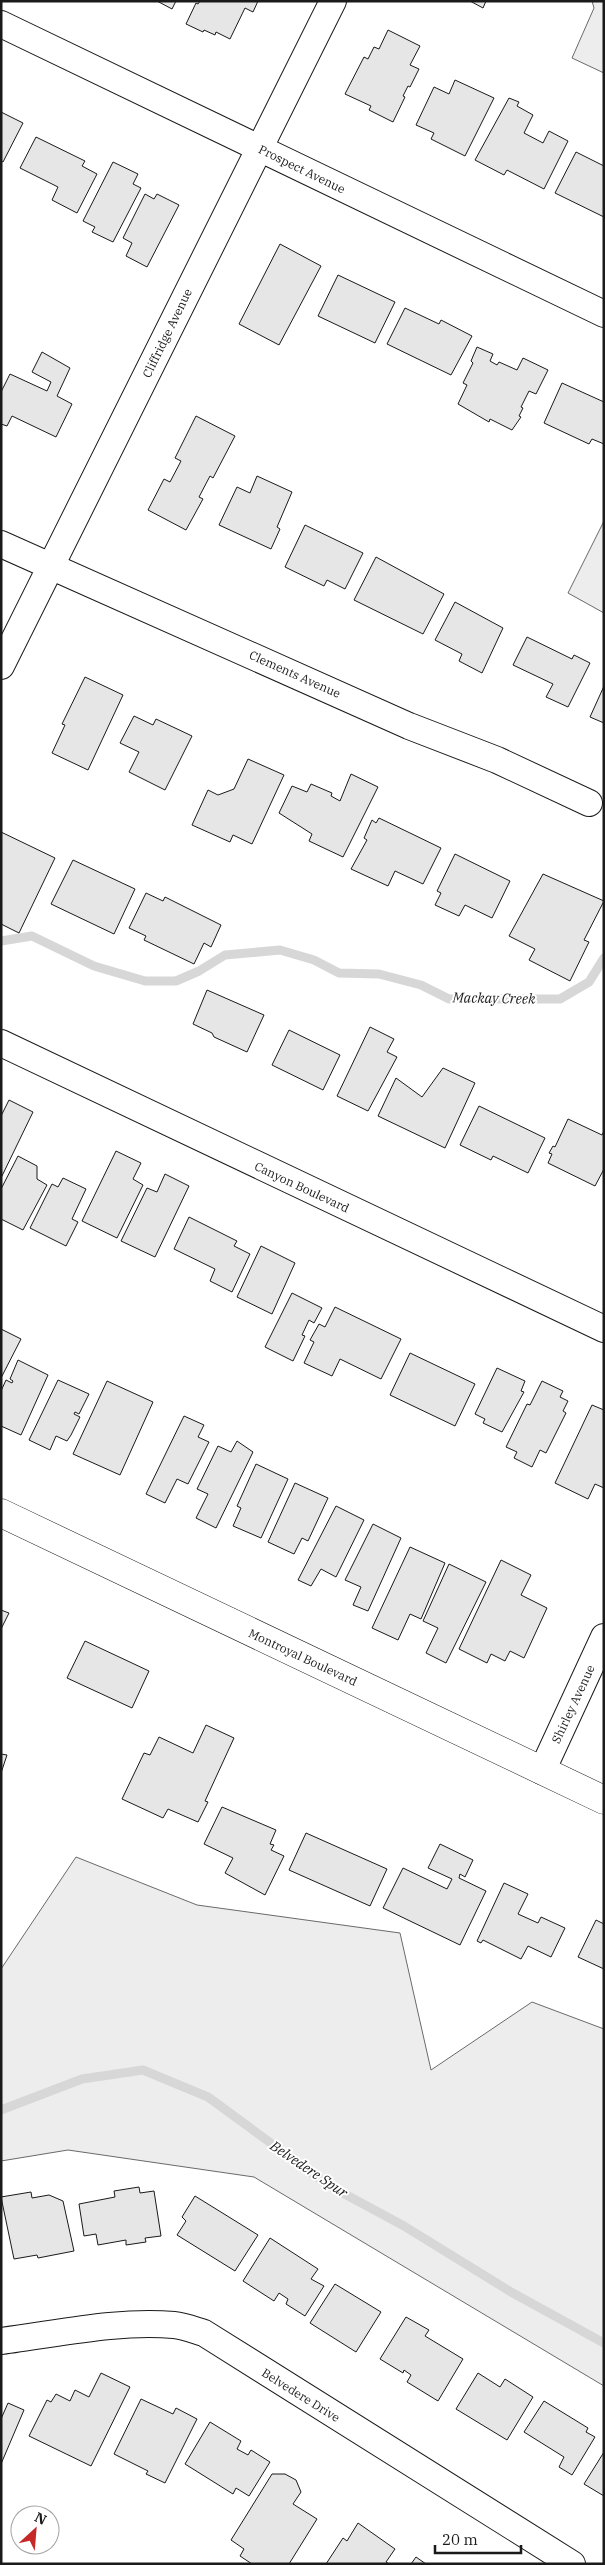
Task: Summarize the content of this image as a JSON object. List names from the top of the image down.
{
  "streets": {
    "street": [
      "Prospect Avenue",
      "Cliffridge Avenue",
      "Clements Avenue",
      "Canyon Boulevard",
      "Montroyal Boulevard",
      "Shirley Avenue",
      "Belvedere Drive"
    ]
  },
  "crossings": [
    ["Prospect Avenue", "Cliffridge Avenue"],
    ["Cliffridge Avenue", "Clements Avenue"],
    ["Montroyal Boulevard", "Shirley Avenue"]
  ],
  "water": ["Mackay Creek", "Belvedere Spur"],
  "scale_bar": "20 m",
  "north": "top right"
}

▸ What you have to do: Give back the data exactly. Pictures stay out.

▸ Answer section:
Task: Summarize the content of this image as a JSON object. List names from the top of the image down.
{
  "streets": {
    "street": [
      "Prospect Avenue",
      "Cliffridge Avenue",
      "Clements Avenue",
      "Canyon Boulevard",
      "Montroyal Boulevard",
      "Shirley Avenue",
      "Belvedere Drive"
    ]
  },
  "crossings": [
    ["Prospect Avenue", "Cliffridge Avenue"],
    ["Cliffridge Avenue", "Clements Avenue"],
    ["Montroyal Boulevard", "Shirley Avenue"]
  ],
  "water": ["Mackay Creek", "Belvedere Spur"],
  "scale_bar": "20 m",
  "north": "top right"
}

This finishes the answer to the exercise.